▶ EXERCISE DETAILS:
Scan the records below for the word "direction" and give only the number of lines that hold it.

Dataset items
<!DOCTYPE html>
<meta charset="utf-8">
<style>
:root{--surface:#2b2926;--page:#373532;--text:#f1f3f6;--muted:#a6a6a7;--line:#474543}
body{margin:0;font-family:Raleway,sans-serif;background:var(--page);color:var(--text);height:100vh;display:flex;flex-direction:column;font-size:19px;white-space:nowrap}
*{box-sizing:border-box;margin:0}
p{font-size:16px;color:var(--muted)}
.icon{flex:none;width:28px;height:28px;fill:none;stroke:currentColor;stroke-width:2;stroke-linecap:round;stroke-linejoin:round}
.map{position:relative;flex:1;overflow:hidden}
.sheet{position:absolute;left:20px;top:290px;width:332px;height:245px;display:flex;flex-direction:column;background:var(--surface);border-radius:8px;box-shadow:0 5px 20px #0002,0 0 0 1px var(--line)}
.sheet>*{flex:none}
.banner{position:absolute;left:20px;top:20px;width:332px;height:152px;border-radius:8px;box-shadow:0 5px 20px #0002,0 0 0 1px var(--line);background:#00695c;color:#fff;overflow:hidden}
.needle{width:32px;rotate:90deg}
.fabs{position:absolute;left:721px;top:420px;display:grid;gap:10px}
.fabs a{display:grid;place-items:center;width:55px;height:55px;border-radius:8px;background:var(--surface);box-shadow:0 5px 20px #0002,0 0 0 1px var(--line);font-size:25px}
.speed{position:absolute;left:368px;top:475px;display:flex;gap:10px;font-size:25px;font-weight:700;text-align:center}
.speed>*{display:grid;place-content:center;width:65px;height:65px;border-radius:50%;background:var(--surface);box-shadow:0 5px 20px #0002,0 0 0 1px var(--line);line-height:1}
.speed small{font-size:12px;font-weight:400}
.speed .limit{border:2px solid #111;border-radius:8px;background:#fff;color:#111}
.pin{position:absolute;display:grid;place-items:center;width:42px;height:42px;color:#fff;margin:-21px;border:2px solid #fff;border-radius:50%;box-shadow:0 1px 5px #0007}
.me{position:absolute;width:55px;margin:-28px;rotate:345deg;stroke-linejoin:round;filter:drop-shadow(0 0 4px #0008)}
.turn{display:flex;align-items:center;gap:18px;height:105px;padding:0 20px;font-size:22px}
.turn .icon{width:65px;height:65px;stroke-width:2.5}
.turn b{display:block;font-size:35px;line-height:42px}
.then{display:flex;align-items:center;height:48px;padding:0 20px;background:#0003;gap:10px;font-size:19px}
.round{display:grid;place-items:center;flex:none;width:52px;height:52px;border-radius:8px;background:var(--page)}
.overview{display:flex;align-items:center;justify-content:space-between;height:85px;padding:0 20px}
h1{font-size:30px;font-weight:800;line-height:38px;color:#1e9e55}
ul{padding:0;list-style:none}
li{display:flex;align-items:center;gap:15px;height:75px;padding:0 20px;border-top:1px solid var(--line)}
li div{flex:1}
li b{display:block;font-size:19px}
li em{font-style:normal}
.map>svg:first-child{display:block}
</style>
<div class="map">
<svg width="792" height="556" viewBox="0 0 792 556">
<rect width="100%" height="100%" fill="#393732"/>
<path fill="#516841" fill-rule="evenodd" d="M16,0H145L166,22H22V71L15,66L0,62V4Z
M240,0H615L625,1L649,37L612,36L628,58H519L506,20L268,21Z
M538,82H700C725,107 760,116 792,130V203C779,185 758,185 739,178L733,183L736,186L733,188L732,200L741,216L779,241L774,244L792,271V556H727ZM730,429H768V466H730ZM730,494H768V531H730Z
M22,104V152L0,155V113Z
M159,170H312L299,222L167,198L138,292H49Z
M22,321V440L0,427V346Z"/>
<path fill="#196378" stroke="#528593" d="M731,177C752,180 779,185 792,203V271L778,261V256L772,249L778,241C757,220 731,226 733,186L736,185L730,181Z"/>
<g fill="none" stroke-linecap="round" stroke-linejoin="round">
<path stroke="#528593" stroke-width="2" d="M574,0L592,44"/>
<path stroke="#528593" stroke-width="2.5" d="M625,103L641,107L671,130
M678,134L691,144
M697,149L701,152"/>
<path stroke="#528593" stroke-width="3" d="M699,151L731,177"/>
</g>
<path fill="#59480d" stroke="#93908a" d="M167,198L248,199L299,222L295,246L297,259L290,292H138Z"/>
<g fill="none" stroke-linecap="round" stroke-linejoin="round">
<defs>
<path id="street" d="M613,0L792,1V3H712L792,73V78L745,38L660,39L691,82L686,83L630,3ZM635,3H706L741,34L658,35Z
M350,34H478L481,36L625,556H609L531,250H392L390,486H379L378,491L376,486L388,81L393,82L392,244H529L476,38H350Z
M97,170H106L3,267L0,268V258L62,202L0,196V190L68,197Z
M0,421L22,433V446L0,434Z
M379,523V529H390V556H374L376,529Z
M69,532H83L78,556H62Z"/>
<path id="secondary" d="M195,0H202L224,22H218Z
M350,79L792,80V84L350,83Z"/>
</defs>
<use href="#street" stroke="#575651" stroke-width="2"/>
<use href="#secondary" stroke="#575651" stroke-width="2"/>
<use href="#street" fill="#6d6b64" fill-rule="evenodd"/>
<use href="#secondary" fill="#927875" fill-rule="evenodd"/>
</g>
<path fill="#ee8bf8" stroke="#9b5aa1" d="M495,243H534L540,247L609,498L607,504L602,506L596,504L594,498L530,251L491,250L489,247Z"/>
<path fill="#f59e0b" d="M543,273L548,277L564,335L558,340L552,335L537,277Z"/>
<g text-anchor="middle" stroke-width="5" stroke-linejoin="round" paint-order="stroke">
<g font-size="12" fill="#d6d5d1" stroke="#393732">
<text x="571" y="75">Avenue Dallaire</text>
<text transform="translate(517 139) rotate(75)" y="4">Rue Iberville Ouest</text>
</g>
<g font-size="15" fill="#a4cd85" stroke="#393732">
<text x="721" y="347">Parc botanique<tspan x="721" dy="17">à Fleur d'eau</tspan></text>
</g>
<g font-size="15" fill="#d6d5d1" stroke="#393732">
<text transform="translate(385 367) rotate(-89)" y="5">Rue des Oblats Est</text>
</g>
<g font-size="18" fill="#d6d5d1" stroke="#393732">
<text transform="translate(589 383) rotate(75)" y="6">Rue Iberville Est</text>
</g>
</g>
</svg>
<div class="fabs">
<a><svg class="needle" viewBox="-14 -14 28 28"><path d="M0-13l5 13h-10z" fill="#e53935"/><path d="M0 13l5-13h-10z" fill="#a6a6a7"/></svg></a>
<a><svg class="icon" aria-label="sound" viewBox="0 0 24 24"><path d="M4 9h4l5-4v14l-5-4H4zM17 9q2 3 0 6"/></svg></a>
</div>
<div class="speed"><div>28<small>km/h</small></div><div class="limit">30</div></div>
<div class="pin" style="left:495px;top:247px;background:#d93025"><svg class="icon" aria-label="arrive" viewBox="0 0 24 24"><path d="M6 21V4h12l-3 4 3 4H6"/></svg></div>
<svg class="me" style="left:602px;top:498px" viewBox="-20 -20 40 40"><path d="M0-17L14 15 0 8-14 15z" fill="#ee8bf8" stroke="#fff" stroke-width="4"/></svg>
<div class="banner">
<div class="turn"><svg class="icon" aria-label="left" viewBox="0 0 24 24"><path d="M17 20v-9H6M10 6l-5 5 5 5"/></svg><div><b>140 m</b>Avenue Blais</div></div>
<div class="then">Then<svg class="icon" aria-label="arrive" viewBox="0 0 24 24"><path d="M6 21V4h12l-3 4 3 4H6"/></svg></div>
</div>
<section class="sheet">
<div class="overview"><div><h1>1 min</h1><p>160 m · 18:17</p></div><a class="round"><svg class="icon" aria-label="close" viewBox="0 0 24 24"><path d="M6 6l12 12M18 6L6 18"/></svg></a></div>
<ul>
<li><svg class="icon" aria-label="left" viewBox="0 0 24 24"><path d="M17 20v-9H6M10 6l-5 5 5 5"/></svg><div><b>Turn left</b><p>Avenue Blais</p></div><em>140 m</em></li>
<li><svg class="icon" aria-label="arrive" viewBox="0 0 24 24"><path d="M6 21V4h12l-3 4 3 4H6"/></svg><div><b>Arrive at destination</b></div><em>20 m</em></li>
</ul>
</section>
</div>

▶ EXERCISE RESULT:
2